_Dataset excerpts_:
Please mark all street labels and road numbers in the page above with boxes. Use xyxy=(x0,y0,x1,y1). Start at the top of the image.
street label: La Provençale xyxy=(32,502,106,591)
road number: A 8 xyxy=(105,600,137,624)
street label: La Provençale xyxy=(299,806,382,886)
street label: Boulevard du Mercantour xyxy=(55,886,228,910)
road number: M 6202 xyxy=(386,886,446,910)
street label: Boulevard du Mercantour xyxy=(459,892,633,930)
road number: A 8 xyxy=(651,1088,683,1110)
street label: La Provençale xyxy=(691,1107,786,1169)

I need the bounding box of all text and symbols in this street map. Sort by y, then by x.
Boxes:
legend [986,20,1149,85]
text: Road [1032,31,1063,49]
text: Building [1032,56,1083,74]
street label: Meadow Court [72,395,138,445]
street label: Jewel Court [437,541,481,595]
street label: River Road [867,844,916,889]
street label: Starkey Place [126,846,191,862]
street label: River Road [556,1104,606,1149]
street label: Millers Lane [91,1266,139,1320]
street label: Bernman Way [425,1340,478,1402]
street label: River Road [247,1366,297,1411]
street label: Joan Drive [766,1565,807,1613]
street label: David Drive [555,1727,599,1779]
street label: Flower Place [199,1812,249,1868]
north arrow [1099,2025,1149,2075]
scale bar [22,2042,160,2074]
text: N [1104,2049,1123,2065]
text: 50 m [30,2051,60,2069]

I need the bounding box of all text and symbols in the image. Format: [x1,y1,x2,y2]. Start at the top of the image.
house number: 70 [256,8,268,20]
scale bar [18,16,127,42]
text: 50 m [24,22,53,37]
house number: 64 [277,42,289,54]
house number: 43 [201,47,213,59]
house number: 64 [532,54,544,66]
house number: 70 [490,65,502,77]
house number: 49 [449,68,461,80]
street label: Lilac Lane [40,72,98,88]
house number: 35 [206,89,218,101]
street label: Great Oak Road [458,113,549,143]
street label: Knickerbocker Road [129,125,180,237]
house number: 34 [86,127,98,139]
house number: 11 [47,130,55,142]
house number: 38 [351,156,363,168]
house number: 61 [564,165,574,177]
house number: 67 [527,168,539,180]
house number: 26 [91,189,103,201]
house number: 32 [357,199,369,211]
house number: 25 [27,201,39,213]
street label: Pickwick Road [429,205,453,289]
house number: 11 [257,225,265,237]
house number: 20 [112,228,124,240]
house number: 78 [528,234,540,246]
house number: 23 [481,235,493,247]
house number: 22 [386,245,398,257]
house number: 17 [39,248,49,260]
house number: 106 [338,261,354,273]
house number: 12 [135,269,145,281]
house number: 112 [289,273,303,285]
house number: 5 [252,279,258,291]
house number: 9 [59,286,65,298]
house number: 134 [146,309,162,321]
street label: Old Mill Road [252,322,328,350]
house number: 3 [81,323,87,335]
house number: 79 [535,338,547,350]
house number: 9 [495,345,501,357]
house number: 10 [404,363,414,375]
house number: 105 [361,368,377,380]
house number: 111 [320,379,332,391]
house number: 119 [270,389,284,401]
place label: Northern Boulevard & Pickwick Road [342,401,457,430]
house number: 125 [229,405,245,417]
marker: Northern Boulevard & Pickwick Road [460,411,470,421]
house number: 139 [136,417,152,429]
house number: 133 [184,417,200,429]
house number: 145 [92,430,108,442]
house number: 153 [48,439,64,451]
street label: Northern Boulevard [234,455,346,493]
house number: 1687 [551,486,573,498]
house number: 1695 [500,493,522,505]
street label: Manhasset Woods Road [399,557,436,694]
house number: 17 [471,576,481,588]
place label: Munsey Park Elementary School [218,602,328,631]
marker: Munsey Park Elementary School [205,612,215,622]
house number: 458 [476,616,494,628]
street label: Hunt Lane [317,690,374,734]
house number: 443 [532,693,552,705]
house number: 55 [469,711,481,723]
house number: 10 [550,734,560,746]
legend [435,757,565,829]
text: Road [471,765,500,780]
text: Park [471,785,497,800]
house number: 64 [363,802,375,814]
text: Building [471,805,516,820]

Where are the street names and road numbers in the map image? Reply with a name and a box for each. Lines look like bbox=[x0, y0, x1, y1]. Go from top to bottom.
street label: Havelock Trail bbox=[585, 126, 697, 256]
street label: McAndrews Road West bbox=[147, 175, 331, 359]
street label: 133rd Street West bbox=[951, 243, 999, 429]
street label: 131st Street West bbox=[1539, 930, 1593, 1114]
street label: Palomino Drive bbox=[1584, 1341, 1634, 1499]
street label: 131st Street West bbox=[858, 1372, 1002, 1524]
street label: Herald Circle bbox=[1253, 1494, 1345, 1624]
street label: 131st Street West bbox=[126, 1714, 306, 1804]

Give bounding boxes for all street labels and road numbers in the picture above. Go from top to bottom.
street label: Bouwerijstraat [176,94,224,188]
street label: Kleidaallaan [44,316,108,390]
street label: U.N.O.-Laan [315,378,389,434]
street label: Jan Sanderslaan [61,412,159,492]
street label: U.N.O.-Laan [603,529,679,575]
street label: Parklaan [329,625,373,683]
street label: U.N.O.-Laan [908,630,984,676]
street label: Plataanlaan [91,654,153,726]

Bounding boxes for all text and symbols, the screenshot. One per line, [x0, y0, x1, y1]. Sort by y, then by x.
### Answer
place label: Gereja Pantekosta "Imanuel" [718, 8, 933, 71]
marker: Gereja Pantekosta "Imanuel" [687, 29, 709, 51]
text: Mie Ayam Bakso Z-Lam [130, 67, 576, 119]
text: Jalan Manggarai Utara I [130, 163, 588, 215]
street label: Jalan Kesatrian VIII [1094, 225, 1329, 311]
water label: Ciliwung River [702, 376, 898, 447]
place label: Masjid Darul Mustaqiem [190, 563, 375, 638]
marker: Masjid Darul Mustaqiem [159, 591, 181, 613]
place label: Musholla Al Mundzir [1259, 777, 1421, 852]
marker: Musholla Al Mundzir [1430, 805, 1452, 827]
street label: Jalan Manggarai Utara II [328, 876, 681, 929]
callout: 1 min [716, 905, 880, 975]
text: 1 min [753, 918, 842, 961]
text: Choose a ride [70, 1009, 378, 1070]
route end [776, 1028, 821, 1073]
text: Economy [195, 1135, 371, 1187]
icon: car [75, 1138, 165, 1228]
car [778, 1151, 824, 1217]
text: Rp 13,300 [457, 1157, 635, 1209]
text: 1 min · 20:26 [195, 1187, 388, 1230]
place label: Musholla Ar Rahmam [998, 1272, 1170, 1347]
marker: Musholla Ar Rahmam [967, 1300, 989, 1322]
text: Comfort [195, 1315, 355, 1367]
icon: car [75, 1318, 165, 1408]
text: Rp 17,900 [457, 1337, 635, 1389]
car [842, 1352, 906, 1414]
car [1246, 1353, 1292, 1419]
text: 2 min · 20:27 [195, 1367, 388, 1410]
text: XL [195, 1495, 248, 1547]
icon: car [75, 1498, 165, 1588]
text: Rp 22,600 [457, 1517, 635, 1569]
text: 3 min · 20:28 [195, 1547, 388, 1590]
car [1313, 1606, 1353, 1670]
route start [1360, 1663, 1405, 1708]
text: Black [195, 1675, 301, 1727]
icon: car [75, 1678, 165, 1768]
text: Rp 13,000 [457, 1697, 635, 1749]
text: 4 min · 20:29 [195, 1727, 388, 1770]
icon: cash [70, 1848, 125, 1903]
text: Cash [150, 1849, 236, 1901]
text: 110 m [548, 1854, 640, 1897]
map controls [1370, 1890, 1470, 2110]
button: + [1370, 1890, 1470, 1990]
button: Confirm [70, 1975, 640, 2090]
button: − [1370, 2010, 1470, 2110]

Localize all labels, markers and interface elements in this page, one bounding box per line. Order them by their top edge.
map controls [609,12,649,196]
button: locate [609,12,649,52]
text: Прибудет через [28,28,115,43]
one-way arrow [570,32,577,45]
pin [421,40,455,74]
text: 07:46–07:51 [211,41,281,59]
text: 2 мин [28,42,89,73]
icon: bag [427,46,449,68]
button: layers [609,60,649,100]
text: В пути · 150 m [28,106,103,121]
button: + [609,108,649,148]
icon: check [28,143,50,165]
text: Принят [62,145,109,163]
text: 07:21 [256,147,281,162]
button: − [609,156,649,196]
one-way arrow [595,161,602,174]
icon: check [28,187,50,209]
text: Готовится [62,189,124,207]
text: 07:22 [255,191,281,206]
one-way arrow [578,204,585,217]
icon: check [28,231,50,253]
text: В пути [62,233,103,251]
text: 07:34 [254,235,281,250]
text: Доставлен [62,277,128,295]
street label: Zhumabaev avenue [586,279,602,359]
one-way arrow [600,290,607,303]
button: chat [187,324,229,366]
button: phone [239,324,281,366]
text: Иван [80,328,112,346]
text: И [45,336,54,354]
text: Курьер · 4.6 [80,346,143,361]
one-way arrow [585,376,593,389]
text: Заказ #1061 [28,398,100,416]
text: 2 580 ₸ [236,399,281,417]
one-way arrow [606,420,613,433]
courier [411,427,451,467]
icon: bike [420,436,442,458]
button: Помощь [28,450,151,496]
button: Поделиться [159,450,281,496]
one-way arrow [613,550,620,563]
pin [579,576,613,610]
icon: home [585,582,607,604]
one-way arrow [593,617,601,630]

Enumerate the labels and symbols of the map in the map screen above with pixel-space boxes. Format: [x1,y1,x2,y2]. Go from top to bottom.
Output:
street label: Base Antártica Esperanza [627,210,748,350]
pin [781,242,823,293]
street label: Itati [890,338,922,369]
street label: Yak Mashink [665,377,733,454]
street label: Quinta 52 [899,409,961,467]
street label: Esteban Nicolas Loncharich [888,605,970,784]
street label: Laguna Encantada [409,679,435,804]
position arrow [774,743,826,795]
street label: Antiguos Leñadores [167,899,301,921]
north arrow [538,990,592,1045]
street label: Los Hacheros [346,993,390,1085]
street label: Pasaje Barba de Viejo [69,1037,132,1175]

_Try it_: The answer must hold exactly the lines of the entries above, from the first line through the line that contains "map. Sort by y, then by x.", and no others.

_Answer to the exercise_:
Please mark all street labels and road numbers in the page above with boxes. Use xyxy=(x0,y0,x1,y1). Start at the top of the image.
street label: La Provençale xyxy=(32,502,106,591)
road number: A 8 xyxy=(105,600,137,624)
street label: La Provençale xyxy=(299,806,382,886)
street label: Boulevard du Mercantour xyxy=(55,886,228,910)
road number: M 6202 xyxy=(386,886,446,910)
street label: Boulevard du Mercantour xyxy=(459,892,633,930)
road number: A 8 xyxy=(651,1088,683,1110)
street label: La Provençale xyxy=(691,1107,786,1169)

I need the bounding box of all text and symbols in this street map. Sort by y, then by x.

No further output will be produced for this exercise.